First, the wut. Lady comes in with a stroller. No big deal, people come in with their small children all the time, especially since we have a nice selection of kid's books. And then she turns the stroller towards me and I see what is inside. It is not a kid. It is a tiny dog (possibly a chihuahua, though it had the colouring of a Yorkshire terrier). A well-behaved, adorable tiny dog but still a tiny dog. Me and my manager quietly exchange looks.
Now the lovely customers. First a lady comes in and, without stopping, grabs our copy of Terry Pratchett's The Last Hero that is sitting in the window (people can grab stuff out of the window in our shop). I immediately know she is my type of person and strike up a conversation with her, since I love Pratchett's work and really liked that particular book. She mentioned her son got her into those books and is at the moment reading Wyrd Sisters, since he said that she reminds him of Granny Weatherwax. I immediately have mad respect for her because Granny Weatherwax is amazing. I tell her her son was giving her a very high compliment and she is delighted by it. So I sold her the book and I hope she loves it.
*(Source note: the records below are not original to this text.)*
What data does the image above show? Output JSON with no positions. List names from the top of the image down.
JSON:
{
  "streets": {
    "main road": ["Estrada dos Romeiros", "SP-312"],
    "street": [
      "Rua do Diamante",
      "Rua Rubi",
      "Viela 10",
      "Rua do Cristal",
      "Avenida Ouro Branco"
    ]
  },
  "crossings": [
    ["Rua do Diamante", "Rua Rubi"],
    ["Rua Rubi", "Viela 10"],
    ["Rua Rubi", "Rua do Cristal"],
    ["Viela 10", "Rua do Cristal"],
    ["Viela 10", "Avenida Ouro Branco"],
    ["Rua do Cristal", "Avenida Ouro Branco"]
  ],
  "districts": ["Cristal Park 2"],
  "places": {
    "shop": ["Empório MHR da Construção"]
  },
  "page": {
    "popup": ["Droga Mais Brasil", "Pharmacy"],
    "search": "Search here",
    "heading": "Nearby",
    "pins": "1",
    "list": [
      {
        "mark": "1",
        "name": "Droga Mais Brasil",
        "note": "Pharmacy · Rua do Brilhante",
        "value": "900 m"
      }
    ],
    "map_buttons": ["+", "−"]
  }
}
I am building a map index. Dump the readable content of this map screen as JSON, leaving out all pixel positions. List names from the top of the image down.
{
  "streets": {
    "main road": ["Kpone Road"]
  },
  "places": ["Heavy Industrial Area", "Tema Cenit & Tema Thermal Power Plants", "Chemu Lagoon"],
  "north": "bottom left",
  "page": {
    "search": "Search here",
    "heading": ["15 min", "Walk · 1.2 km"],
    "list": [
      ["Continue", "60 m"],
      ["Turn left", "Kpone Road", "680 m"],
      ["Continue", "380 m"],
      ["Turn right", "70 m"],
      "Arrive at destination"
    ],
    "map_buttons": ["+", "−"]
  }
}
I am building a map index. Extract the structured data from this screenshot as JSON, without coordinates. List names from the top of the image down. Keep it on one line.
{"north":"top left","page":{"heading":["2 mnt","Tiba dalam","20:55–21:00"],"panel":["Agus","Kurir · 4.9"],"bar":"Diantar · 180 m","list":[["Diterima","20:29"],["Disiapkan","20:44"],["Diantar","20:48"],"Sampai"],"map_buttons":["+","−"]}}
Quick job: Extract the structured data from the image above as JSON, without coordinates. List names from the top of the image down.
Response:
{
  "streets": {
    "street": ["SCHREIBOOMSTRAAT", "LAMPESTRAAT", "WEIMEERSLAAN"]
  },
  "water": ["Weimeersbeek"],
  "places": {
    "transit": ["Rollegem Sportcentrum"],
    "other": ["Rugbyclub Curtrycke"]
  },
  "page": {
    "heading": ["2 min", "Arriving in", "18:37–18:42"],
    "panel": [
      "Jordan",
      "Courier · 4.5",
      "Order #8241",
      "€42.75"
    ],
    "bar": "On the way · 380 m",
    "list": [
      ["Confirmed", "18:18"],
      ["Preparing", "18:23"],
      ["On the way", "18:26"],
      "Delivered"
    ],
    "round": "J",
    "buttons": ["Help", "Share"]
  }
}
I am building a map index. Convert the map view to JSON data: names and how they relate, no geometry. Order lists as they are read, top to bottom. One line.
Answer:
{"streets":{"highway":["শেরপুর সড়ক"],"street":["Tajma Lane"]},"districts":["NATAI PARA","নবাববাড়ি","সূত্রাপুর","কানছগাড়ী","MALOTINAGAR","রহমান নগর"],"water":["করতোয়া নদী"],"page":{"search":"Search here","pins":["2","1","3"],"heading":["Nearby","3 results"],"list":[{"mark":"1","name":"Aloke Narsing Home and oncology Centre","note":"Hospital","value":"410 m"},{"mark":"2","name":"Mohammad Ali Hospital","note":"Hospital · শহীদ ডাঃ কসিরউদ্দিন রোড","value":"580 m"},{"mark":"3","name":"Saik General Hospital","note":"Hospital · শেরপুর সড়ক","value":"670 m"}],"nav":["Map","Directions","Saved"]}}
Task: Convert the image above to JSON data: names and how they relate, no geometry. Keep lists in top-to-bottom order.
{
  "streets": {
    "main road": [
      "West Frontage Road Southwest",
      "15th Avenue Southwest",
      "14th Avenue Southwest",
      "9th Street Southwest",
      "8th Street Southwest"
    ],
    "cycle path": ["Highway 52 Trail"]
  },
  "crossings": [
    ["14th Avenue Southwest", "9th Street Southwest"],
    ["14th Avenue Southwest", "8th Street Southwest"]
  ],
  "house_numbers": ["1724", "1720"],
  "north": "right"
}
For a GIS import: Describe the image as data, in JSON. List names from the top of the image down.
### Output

Secondly, we had a small girl of about five come in and grab two birdwatching books, one for kids and one for adults. The adult one was about the birds of Thailand, since she herself is Thai. Once again, I know that she is my kind of person. I tell the kid and her mum that I myself love bird watching and this kid rambles at me about the kinds of birds that she has seen down by the harbour, clearly excited by it all. I tell her what kind of bird it is on the cover of one of her books (a kestrel, by the way) and she is over the moon. Her mum is also happy that I am so knowledgeable and connecting with her daughter over a common interest, so much so that she says she might come back next Sunday when I work. =D I hope so, small bird nerd, I hope so too. Keep being a bird nerd.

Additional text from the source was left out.